How Well Do You Know Your Music Trivia?
Television game shows on the commercial networks are a lot of fun but the large sums of money on offer can lead to some serious competition. If you're looking for TV game shows where the result is irrelevant and where a funny answer is just as good as a correct answer, then look no further than SBS and the ABC.
The music trivia shows, Spicks and Specs on the ABC and Rock Wiz on SBS, are more reminiscent of an evening playing board games in the lounge room than a serious competition. We are exposed to music every day and everyone has, at least, a little knowledge of music trivia. Remember devoting countless hours to listening to and reading about your musical heroes when you should have been doing your school homework? Well now you can take the exams that you studied so hard for.
Spicks and Specks, hosted by Adam Hills, is an irreverent journey through the world of music. Regular team leaders, comedian Alan Brough and JJJ Presenter Myf Warhurst, are joined by Australian and international entertainers to compete for nothing more than bragging rights. Questions cover all eras and all genres of music from classical to country and from disco to death metal and although we are yet to see questions about nerdcore gangsta hip hop they can't be too far away.
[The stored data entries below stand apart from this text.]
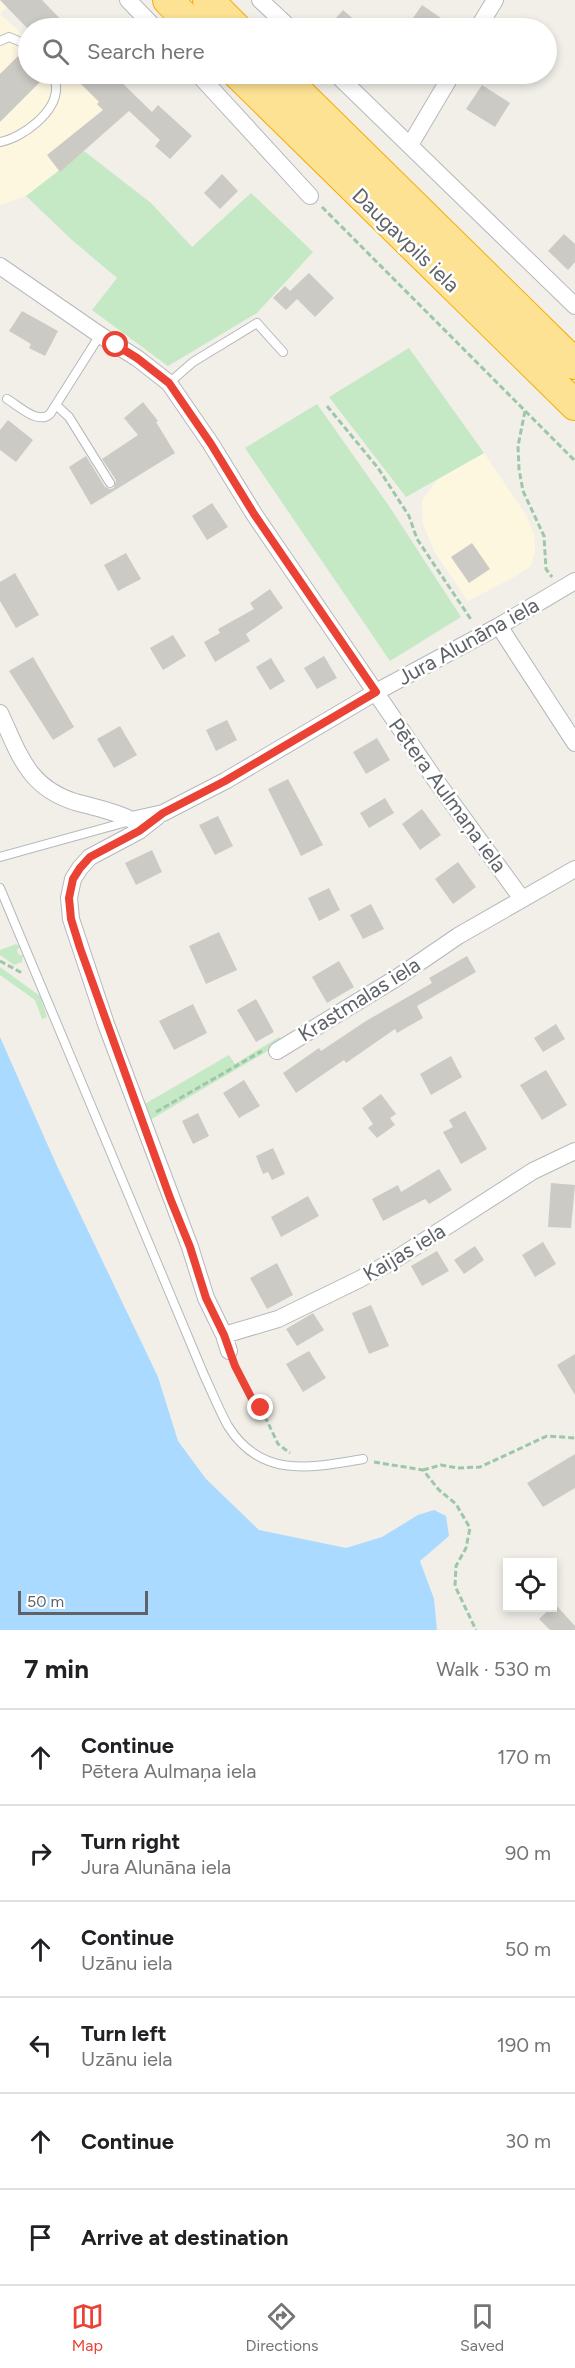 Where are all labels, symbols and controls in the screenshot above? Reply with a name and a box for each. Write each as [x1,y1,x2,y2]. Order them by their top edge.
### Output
search box [18,18,557,84]
icon: search [39,35,72,68]
text: Search here [87,38,205,65]
street label: Daugavpils iela [347,183,465,297]
route start [102,331,128,357]
street label: Jura Alunāna iela [393,592,543,690]
street label: Pētera Aulmaņa iela [384,713,512,877]
street label: Krastmalas iela [293,952,425,1046]
street label: Kaijas iela [358,1218,450,1286]
route end [247,1394,273,1420]
map controls [503,1558,557,1612]
button: locate [503,1558,557,1612]
scale bar [18,1588,148,1616]
text: 50 m [27,1592,64,1611]
text: 7 min [24,1653,89,1685]
text: Walk · 530 m [436,1657,551,1681]
text: Continue [81,1732,174,1759]
icon: ahead [24,1741,57,1774]
text: 170 m [497,1745,551,1769]
text: Pētera Aulmaņa iela [81,1759,256,1783]
text: Turn right [81,1828,180,1855]
icon: right [24,1837,57,1870]
text: 90 m [505,1841,551,1865]
text: Jura Alunāna iela [81,1855,231,1879]
text: Continue [81,1924,174,1951]
icon: ahead [24,1933,57,1966]
text: 50 m [505,1937,551,1961]
text: Uzānu iela [81,1951,173,1975]
text: Turn left [81,2020,167,2047]
icon: left [24,2029,57,2062]
text: 190 m [497,2033,551,2057]
text: Uzānu iela [81,2047,173,2071]
icon: ahead [24,2125,57,2158]
text: Continue [81,2128,174,2155]
text: 30 m [505,2129,551,2153]
icon: arrive [24,2221,57,2254]
text: Arrive at destination [81,2224,289,2251]
tab: Map [71,2300,104,2355]
tab: Directions [245,2300,318,2355]
tab: Saved [460,2300,504,2355]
Rather than stick to a standard question and answer format, Spick and Specks features rounds of questions that put the 'game' back into game shows. On any given night, the teams may be asked to; match facts to famous people; decide whether a person in a photograph is a musician of a serial killer; identify songs edited together into a 30 second collage; identify songs played on a bicycle powered turntable; choose the correct ending to a famous musical story; guess the song based only on a team member's drawings. The game that is the audience favourite is where a team member has to the tune of well-known songs substituting the real lyrics for words taken from an unrelated book, usually a dull sounding text book, provided by Adam Hills.
Adam Hills has an uncanny ability to allow proceedings to follow tangents of hilarity and then bring the show back on course. There's plenty of time for light-hearted banter between rounds and the host, team members and audience laugh all the way through.
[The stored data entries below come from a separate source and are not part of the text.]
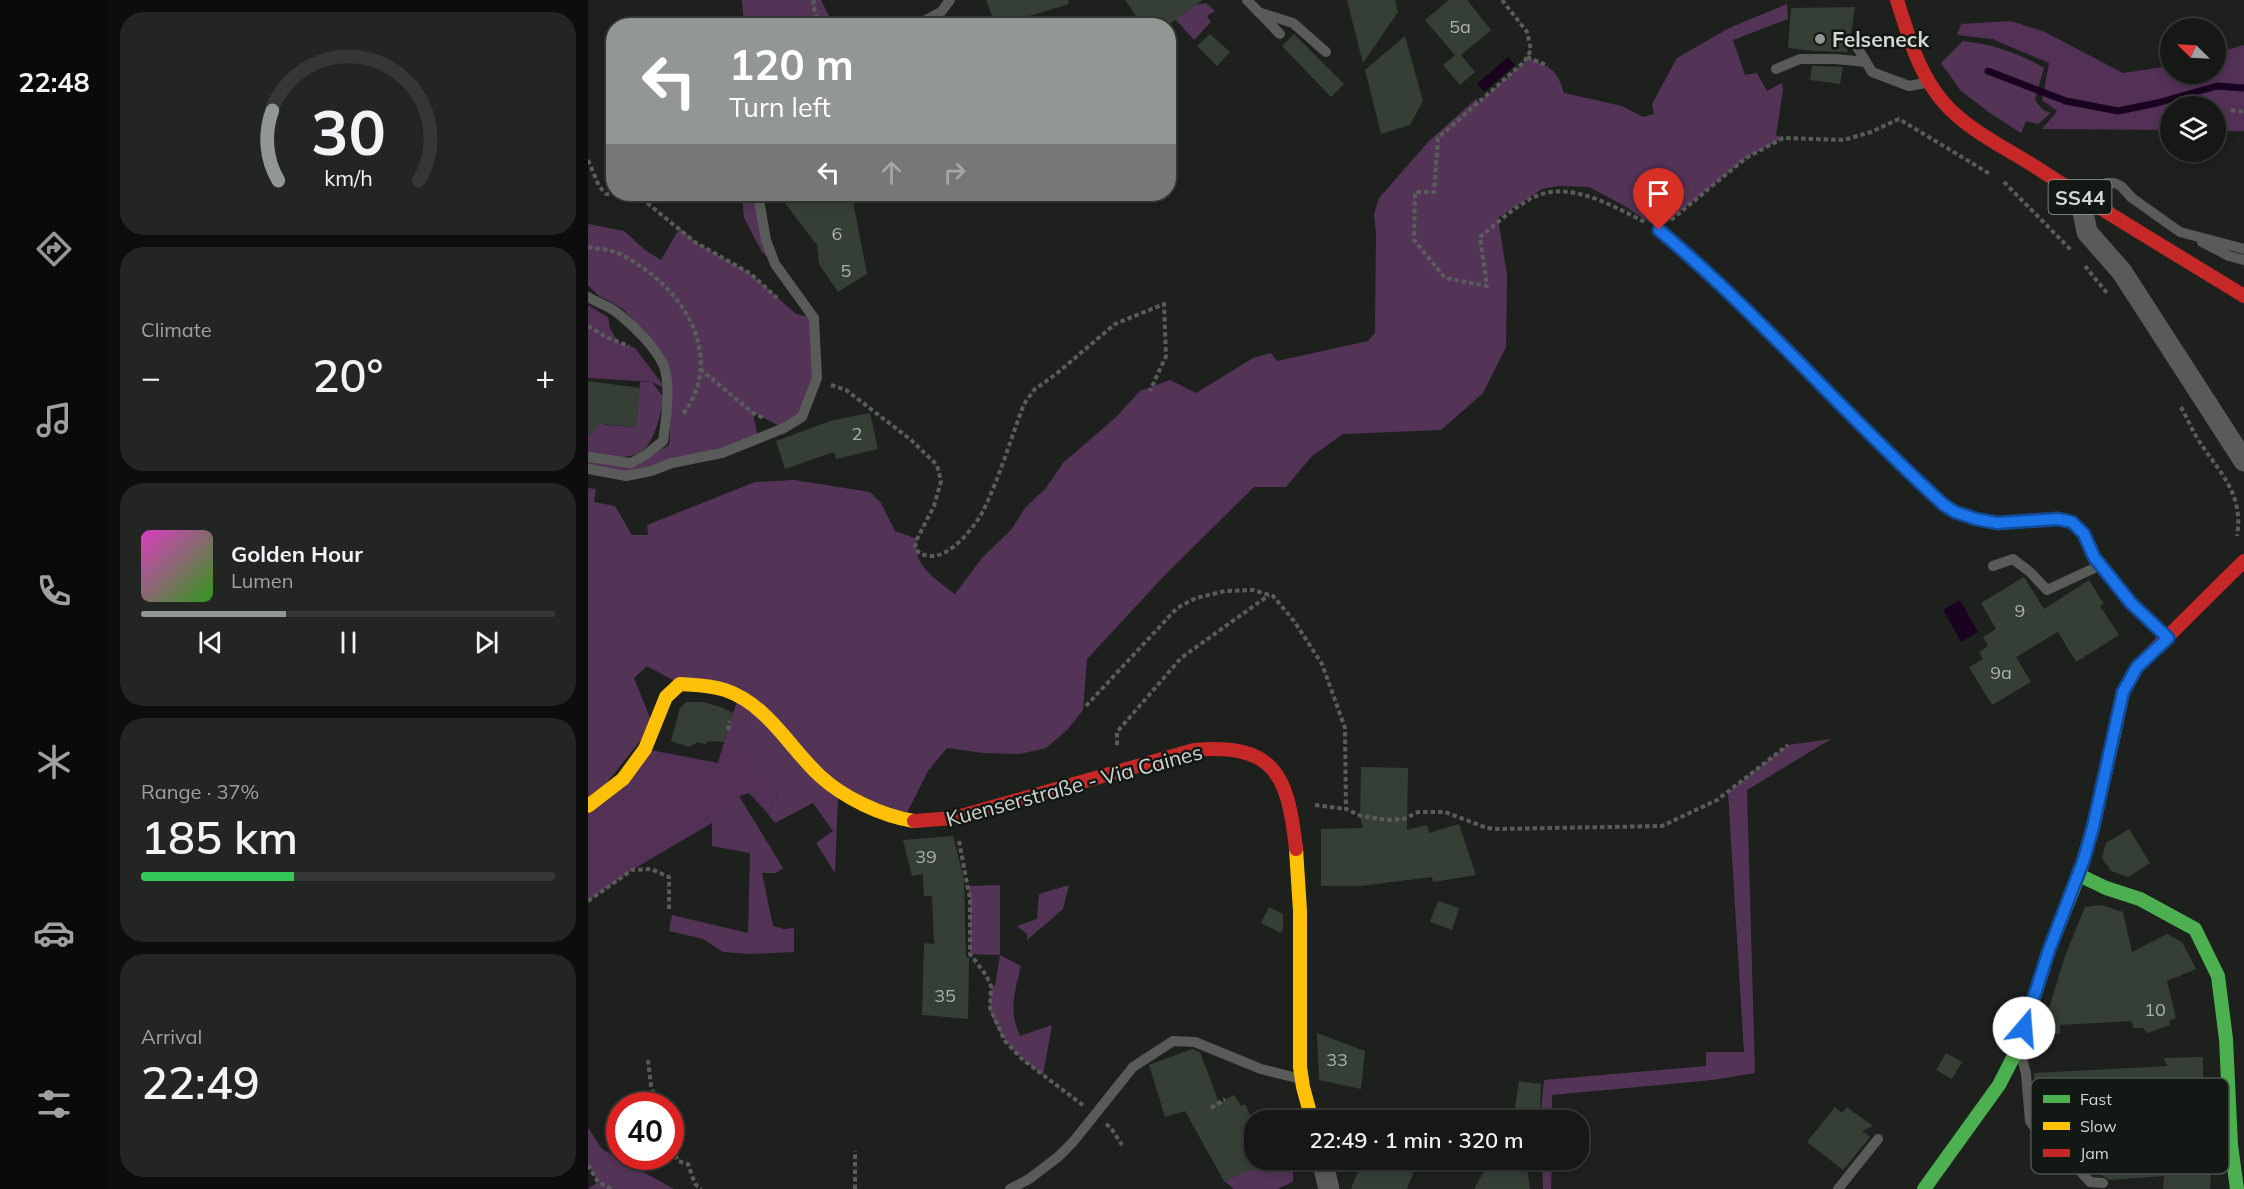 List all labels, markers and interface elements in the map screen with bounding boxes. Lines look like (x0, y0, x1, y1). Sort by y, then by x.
house number: 5a (1449, 15, 1471, 38)
north arrow (2160, 18, 2226, 84)
map controls (2160, 18, 2226, 162)
place label: Felseneck (1832, 26, 1929, 52)
marker: Felseneck (1813, 32, 1827, 46)
text: 120 m (729, 38, 854, 91)
icon: left (630, 42, 708, 120)
text: 22:48 (18, 65, 90, 99)
text: Turn left (729, 90, 831, 124)
text: 30 (311, 92, 385, 171)
button: layers (2160, 96, 2226, 162)
icon: left (812, 156, 845, 189)
icon: ahead (875, 156, 908, 189)
icon: right (938, 156, 971, 189)
text: km/h (324, 164, 372, 191)
pin (1633, 168, 1684, 230)
icon: arrive (1642, 177, 1675, 210)
road number: SS44 (2048, 180, 2112, 214)
house number: 6 (832, 222, 842, 245)
icon: directions (33, 228, 75, 270)
house number: 5 (841, 259, 852, 282)
text: Climate (141, 317, 212, 342)
text: 20° (313, 347, 383, 403)
text: − (141, 356, 161, 397)
text: + (535, 356, 555, 397)
icon: music (33, 399, 75, 441)
house number: 2 (852, 422, 862, 445)
text: Golden Hour (231, 540, 363, 568)
text: Lumen (231, 568, 293, 593)
icon: phone (33, 570, 75, 612)
house number: 9 (2015, 599, 2025, 622)
icon: previous (194, 626, 227, 659)
icon: pause (332, 626, 365, 659)
icon: next (470, 626, 503, 659)
house number: 9a (1990, 661, 2012, 684)
street label: Kuenserstraße - Via Caines (943, 738, 1205, 832)
icon: climate (33, 741, 75, 783)
text: Range · 37% (141, 779, 259, 804)
text: 185 km (141, 809, 298, 865)
house number: 39 (915, 845, 937, 868)
icon: car (33, 912, 75, 954)
house number: 35 (934, 984, 956, 1007)
position arrow (1992, 996, 2056, 1060)
house number: 10 (2144, 998, 2166, 1021)
text: Arrival (141, 1024, 202, 1049)
house number: 33 (1326, 1048, 1348, 1071)
text: 22:49 (141, 1054, 260, 1110)
legend (2031, 1078, 2229, 1174)
icon: filters (33, 1083, 75, 1125)
text: Fast (2080, 1089, 2112, 1109)
speed limit sign: 40 (606, 1092, 684, 1170)
text: Slow (2080, 1116, 2117, 1136)
text: 22:49 · 1 min · 320 m (1309, 1126, 1524, 1154)
text: Jam (2080, 1143, 2109, 1163)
RocKwiz, hosted by Julia Zemiro brings pub trivia to our TV screens. RocKwiz has more of a rock music focus than Spicks and Specks and has considerable 'rock credibility' because it is filmed at the Esplanade Hotel, the epicentre of Melbourne's music scene. Julia Zemiro is aided by 'rock brain' Brian Nankervis and the RocKwiz Orchestra which provides live music for the show.
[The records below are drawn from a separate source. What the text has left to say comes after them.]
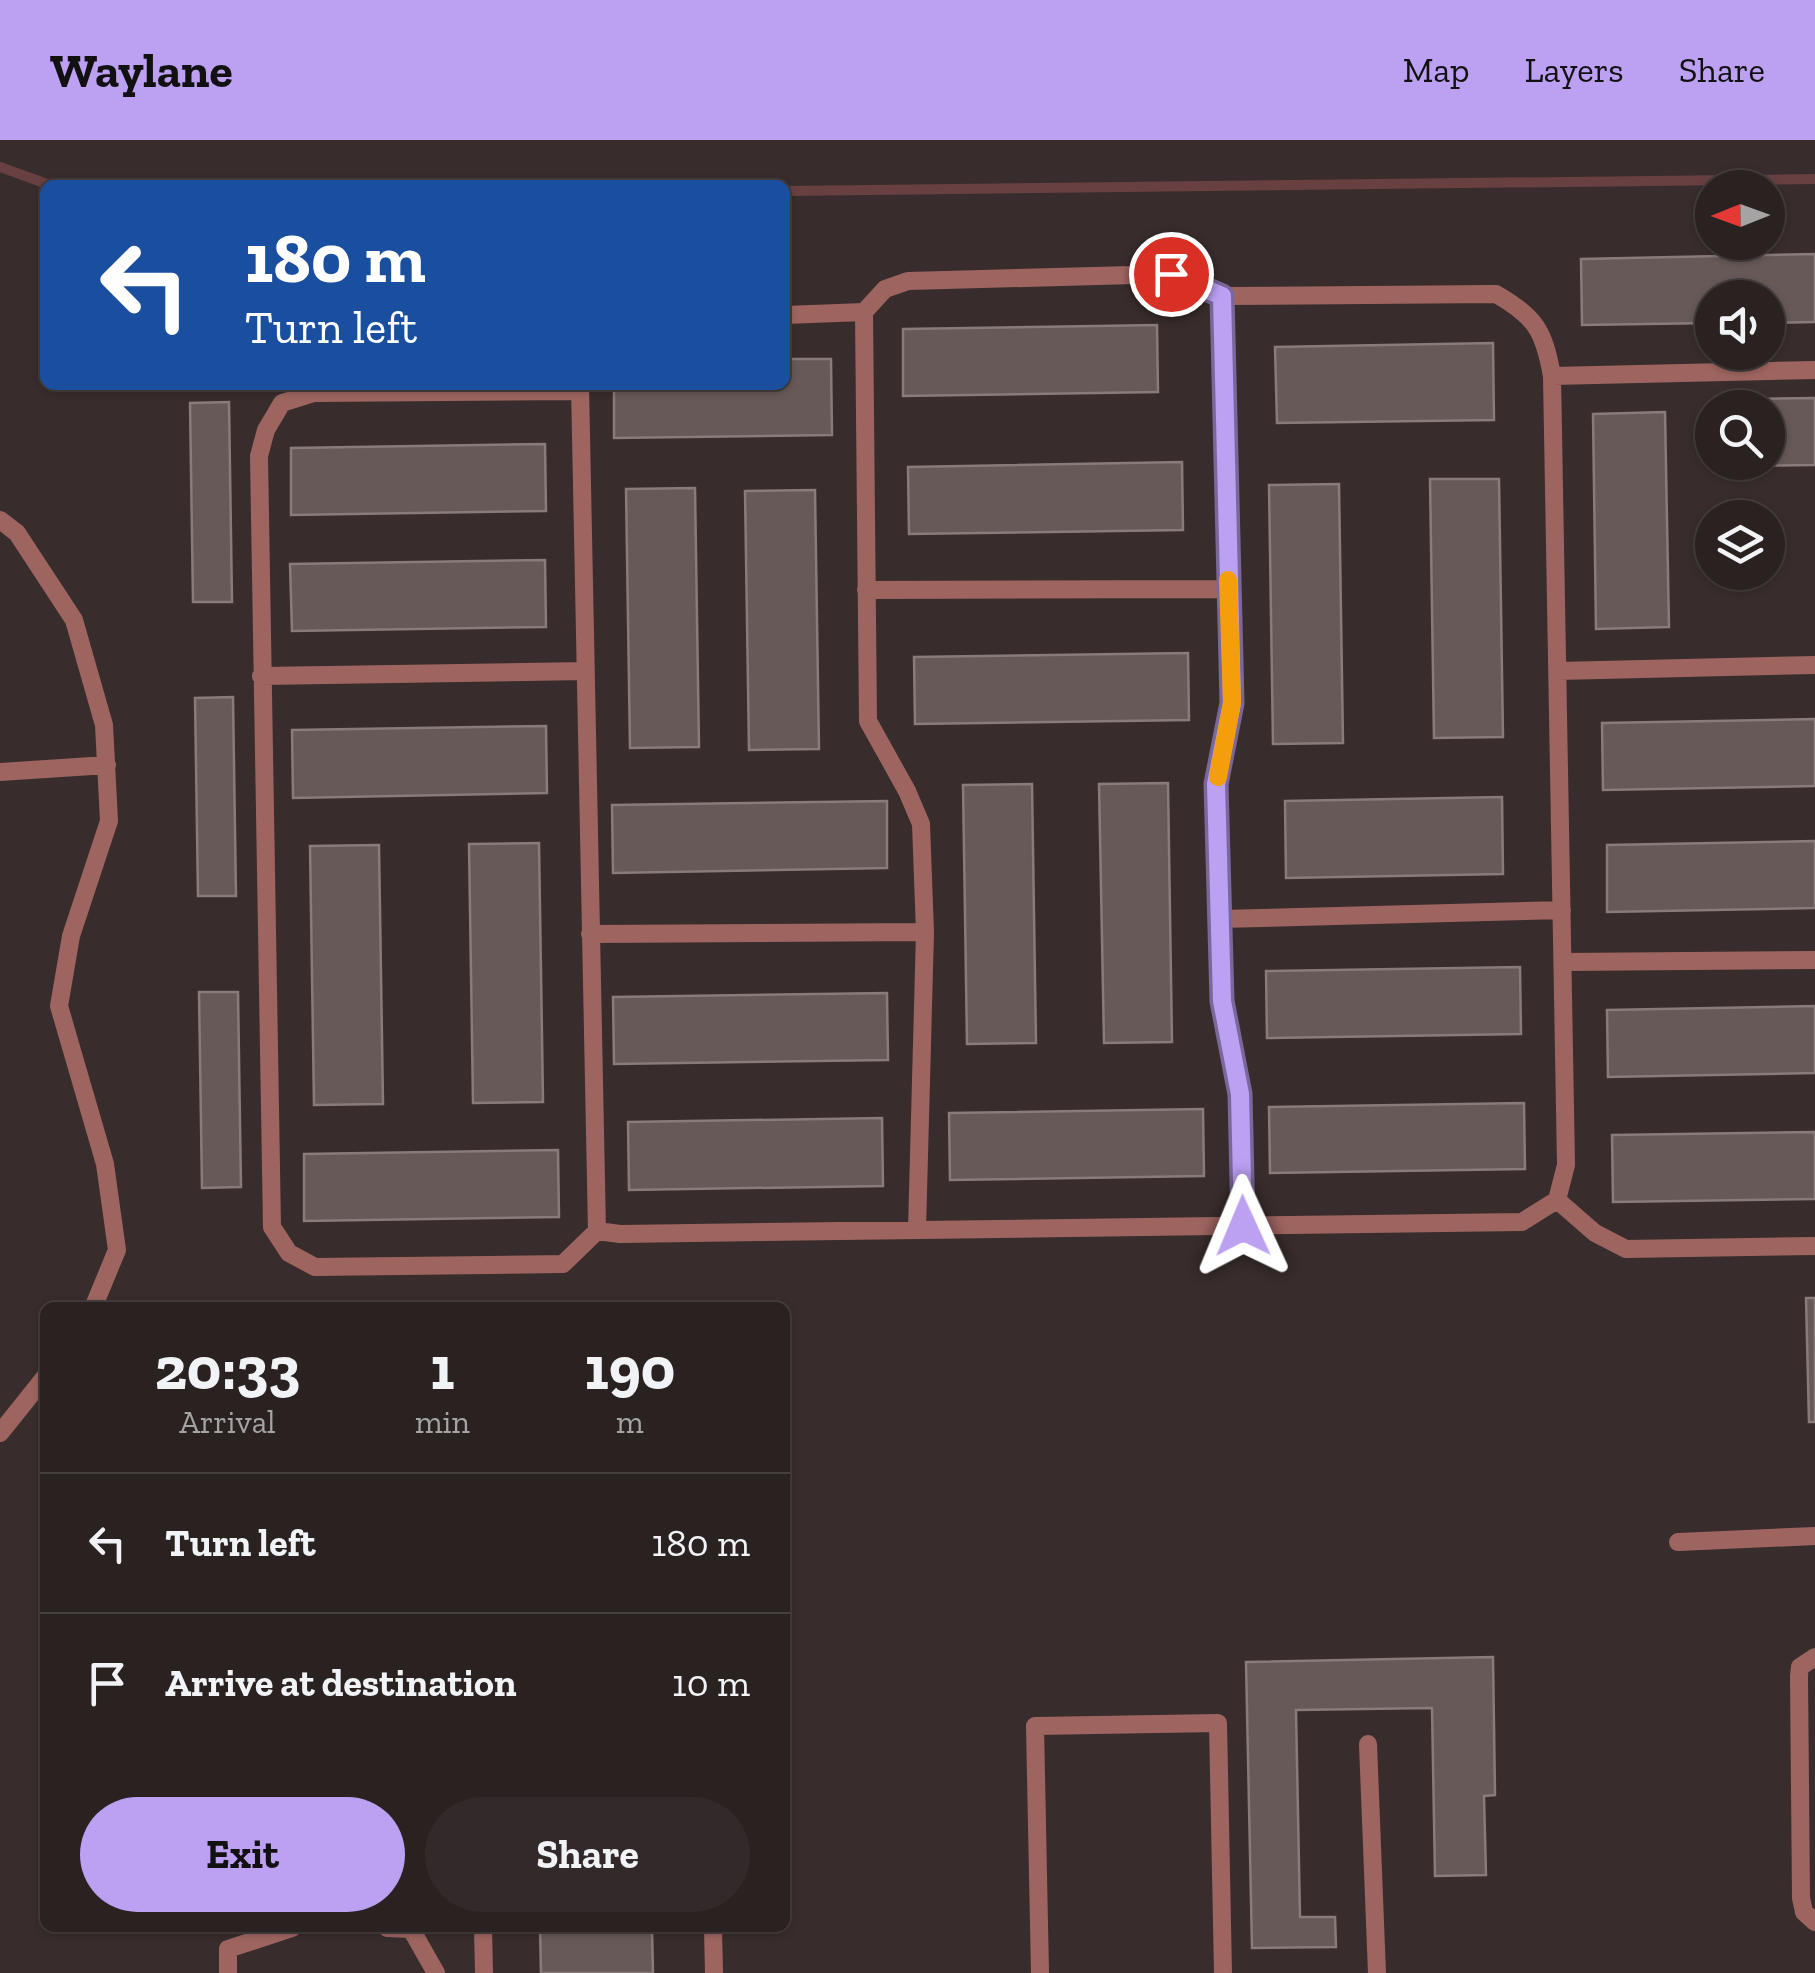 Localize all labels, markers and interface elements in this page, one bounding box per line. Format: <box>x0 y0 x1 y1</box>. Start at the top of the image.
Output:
text: Waylane <box>50 42 233 99</box>
text: Map <box>1403 49 1470 91</box>
text: Layers <box>1525 49 1624 91</box>
text: Share <box>1679 49 1765 91</box>
north arrow <box>1695 170 1785 260</box>
map controls <box>1695 170 1785 590</box>
text: 180 m <box>245 216 426 300</box>
icon: left <box>80 220 210 350</box>
pin <box>1129 232 1214 317</box>
icon: arrive <box>1144 247 1199 302</box>
button: sound <box>1695 280 1785 370</box>
text: Turn left <box>245 301 417 355</box>
button: search <box>1695 390 1785 480</box>
button: layers <box>1695 500 1785 590</box>
position arrow <box>1191 1174 1295 1278</box>
text: 20:33 <box>155 1332 300 1404</box>
text: 1 <box>430 1332 454 1404</box>
text: 190 <box>584 1332 675 1404</box>
text: Arrival <box>179 1403 276 1441</box>
text: min <box>415 1403 470 1441</box>
text: m <box>616 1403 644 1441</box>
icon: left <box>80 1516 135 1571</box>
text: Turn left <box>165 1520 316 1566</box>
text: 180 m <box>652 1520 750 1566</box>
icon: arrive <box>80 1656 135 1711</box>
text: Arrive at destination <box>165 1660 516 1706</box>
text: 10 m <box>672 1660 750 1706</box>
button: Exit <box>80 1797 405 1912</box>
button: Share <box>425 1797 750 1912</box>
There's no glitz and glamour on RocKwiz, instead there's rock and roll grunge all the way. The action happens on stage in the Esplanade Hotel's Gershwin Room with little effort put into dressing it up for TV. The competing teams each have a musical celebrity and two audience members who answer music trivia questions and in keeping with the pub theme, the scores are updated by a guy in a singlet holding up numbers written on big pieces of cardboard. Like a night of pub trivia, RocKwiz is a fun night out but you get to stay comfy on your own couch.
For music trivia junkies, Spicks and Specks and RockWiz satisfy the need to show off obscure musical knowledge and complement each other beautifully. Spicks and Specks screens on the ABC on Wednesdays at 8.30pm and RockWiz screens on SBS but is currently having a rest for the Soccer World Cup.